**YOUR GOAL**
Among the entries, find the lines with the string "Extract" and report them.

**DATA**
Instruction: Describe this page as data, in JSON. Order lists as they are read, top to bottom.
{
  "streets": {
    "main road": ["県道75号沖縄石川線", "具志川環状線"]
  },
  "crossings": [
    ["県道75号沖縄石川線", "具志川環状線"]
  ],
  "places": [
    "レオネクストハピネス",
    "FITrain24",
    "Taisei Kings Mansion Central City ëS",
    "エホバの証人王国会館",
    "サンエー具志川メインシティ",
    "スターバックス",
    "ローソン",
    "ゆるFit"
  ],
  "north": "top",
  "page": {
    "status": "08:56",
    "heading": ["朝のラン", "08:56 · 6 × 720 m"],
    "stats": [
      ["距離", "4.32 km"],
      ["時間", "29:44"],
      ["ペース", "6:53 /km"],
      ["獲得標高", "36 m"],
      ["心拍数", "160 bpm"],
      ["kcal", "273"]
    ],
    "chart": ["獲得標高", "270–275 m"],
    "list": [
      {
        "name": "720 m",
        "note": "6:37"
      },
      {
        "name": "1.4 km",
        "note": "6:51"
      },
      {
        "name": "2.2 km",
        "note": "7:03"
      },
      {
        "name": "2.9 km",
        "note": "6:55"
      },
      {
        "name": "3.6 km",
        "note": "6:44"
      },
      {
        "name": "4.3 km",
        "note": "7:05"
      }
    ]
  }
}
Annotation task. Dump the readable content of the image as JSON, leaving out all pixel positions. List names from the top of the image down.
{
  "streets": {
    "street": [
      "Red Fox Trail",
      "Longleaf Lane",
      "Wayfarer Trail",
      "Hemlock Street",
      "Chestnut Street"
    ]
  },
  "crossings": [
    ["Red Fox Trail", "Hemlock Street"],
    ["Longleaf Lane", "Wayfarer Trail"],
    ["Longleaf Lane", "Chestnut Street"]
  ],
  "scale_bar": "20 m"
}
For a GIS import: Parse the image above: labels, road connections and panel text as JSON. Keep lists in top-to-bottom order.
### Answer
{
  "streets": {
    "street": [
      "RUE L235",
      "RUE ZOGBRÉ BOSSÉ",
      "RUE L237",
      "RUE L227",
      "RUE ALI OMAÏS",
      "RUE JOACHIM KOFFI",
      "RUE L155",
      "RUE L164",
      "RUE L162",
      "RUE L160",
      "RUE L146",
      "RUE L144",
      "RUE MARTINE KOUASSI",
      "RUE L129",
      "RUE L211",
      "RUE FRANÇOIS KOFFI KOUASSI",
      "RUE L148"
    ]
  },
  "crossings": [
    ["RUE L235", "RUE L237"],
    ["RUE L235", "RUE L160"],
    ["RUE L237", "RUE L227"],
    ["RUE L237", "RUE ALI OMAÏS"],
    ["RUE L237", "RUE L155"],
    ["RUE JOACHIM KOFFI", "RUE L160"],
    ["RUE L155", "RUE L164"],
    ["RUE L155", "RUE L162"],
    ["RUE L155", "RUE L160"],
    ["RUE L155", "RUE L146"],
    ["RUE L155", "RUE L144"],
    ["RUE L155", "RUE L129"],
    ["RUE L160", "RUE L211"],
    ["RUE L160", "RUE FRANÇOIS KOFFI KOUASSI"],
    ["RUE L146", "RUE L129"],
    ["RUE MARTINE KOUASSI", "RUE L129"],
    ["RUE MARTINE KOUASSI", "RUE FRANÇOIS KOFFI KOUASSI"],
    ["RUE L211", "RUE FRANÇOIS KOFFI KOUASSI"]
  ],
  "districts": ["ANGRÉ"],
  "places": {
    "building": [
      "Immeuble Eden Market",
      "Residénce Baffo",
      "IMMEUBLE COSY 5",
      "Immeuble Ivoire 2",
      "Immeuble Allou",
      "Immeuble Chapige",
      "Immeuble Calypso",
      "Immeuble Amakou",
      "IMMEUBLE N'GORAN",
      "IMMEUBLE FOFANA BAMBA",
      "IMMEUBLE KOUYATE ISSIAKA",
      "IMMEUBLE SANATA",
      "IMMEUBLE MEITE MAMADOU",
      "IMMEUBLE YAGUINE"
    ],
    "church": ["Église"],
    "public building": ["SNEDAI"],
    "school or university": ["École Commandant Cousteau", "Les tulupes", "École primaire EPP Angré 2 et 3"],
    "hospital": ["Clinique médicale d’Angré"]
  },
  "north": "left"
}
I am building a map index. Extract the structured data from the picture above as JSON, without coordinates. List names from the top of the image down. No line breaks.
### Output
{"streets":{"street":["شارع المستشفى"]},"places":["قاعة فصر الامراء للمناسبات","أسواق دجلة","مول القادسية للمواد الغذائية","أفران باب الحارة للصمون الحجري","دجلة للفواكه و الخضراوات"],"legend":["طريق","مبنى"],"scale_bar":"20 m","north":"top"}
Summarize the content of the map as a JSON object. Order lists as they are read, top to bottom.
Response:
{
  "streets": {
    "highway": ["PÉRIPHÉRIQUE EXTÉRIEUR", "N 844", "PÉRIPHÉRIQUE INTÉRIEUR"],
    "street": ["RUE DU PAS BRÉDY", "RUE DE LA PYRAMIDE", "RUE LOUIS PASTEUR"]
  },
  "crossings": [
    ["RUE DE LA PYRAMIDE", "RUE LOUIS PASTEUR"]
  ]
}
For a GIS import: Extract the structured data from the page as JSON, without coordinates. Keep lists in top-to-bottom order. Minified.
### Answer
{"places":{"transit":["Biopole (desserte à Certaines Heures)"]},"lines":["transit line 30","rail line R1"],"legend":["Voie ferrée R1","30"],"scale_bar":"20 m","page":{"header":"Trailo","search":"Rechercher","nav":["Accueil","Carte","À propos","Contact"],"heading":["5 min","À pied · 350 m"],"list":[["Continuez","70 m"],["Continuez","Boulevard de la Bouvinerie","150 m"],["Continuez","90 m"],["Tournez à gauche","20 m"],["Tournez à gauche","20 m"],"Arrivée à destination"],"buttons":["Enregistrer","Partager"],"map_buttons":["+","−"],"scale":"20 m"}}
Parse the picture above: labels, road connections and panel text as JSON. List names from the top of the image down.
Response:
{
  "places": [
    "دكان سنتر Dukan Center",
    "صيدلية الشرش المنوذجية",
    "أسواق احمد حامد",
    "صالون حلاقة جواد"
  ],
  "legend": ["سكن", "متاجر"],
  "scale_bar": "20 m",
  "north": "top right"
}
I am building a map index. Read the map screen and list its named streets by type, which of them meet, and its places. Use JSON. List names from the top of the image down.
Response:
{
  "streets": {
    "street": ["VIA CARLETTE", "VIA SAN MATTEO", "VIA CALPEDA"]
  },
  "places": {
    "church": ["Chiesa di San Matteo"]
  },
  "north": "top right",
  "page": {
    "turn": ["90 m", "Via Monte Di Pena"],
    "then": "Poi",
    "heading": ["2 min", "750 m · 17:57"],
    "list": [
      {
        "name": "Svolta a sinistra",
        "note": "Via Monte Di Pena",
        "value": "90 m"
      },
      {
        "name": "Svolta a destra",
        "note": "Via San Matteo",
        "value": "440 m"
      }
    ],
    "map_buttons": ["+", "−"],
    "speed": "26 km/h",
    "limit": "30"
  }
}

**WRITTEN RESPONSE**
I am building a map index. Extract the structured data from the picture above as JSON, without coordinates. List names from the top of the image down. No line breaks.
For a GIS import: Extract the structured data from the page as JSON, without coordinates. Keep lists in top-to-bottom order. Minified.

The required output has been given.